Ces dernières années, on s’était appliqué à la faire douter d’elle-même, peignant son portrait de façon ostentatoire sans chercher à se rapprocher, ne serait-ce qu’un peu, de la réalité ; séductrice aguerrie, menteuse hors-pair, fausse modeste et manipulatrice, elle était devenue une héroïne de roman noir que les femmes réprouvaient, que les hommes courtisaient. Elle se regarda encore un court instant dans la vitre de son appartement, refoulant la tension nerveuse qui s’amassa dans le fond de sa gorge, et en vint à la conclusion qui la fit se détourner de ce spectacle honteux : cette nuit, elle était celle qu’on l’avait accusée d’être. C’est-à-dire une femme qui usait de ses charmes pour obtenir ce dont elle croyait avoir envie, qui n’hésitait pas à arranger la vérité pour combler le vide qui l’animait et apaiser le chagrin qui l’épuisait.

Mais était-ce vraiment le bon moment pour se lancer dans une telle introspection ? Elle n’avait pas dormi, elle était ivre – même si elle l’était moins qu’elle le prétendait. Le carillon de l’interphone la fit se redresser, et le picotement inopportun qui la fit s’éclaircir la gorge fût chassé par l’effervescence qui l’avait fait gravir rapidement les marches jusqu’à son appartement.
Elle se revoyait répondre au baiser de Seth, apprécier son contact et sa chaleur, et anticiper la suite des événements sans craindre qu’il ne la repousse. Foncièrement, Amelia savait qu’elle était en terrain conquis ; les regards qu’il lui accordait, leurs rendez-vous, souvent manqués ces dernières semaines, auxquels il semblait tenir, ses blagues auxquelles il répondait sans donner l’impression de mal les prendre, et l’attention pudique qu’il lui portait étaient tant de petits indices qui l’avait conduite à se comporter avec autant d’audace avec lui, ce soir. Aussi, elle ne prit pas la peine de vérifier l’identité de la personne qui sonnait à cette heure, actionna la commande pour déverrouiller la porte de son immeuble, et marqua une longue pause.

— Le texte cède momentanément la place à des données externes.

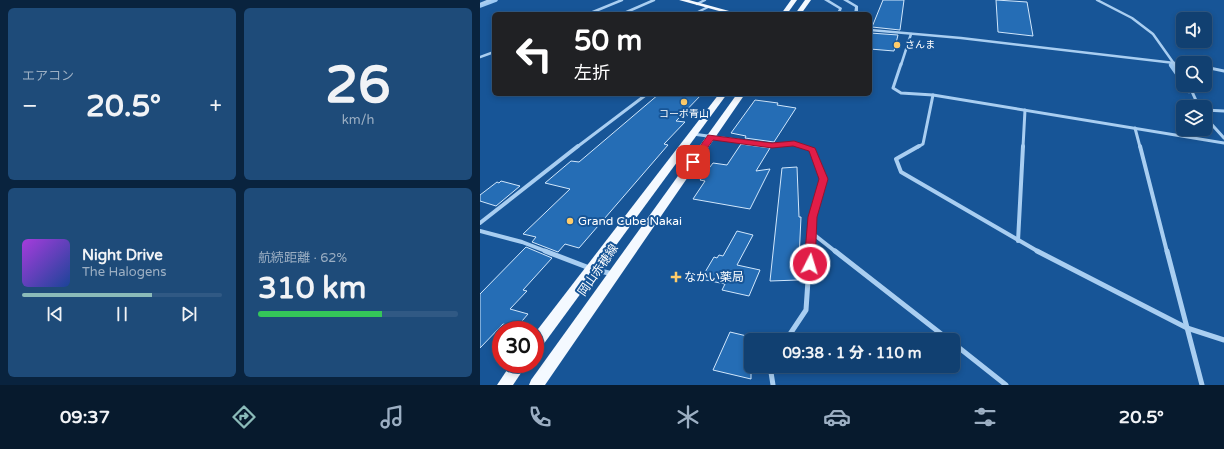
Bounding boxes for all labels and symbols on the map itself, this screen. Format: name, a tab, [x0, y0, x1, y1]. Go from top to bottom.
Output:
place label: さんま	[905, 39, 935, 51]
marker: さんま	[892, 40, 902, 50]
marker: コーポ青山	[679, 97, 689, 107]
place label: コーポ青山	[659, 108, 709, 120]
pin	[676, 145, 710, 179]
place label: Grand Cube Nakai	[578, 214, 682, 228]
marker: Grand Cube Nakai	[565, 216, 575, 226]
street label: 岡山赤穂線	[575, 241, 621, 299]
position arrow	[789, 243, 831, 285]
place label: なかい薬局	[684, 270, 744, 284]
marker: なかい薬局	[671, 272, 681, 282]
speed limit sign: 30	[492, 321, 544, 373]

Dans l'attente, elle s’appuya tout contre le mur près de la porte, n’ignorant pas ce battement incessant qui animait délicieusement sa poitrine. Elle tourna la tête pour embrasser le panorama que lui offrait son appartement à cette distance. Et là encore, elle s’aperçut d’une chose.
Andy n’était peut-être plus un occupant des lieux, il était partout. Ils n’étaient pas de ceux qui exposaient des photos à chaque recoin de leur appartement pour se rappeler qu’ils s’aimaient, plutôt subtils et n’ayant rien à prouver à qui que ce soit, pourtant le livre qu’il lui avait retiré des mains pour l’emmener dans leur chambre un de ces soirs où il n’était pas de garde était posé sur la table-basse, tout comme le pull en grosses mailles épaisses avec lequel elle dormait quand il lui manquait – et c’était souvent. Le chat qui sommeillait sur le canapé, c’était lui qui l’avait baptisé. Soudainement agacée, ce fût avant que Seth ne s’annonce à la porte d’entrée qu’elle expulsa la bestiole vers le balcon, expulsant avec lui toutes ces pensées qui l’empêchaient d’appréhender sereinement ce qui allait vraiment se passer, ici et maintenant.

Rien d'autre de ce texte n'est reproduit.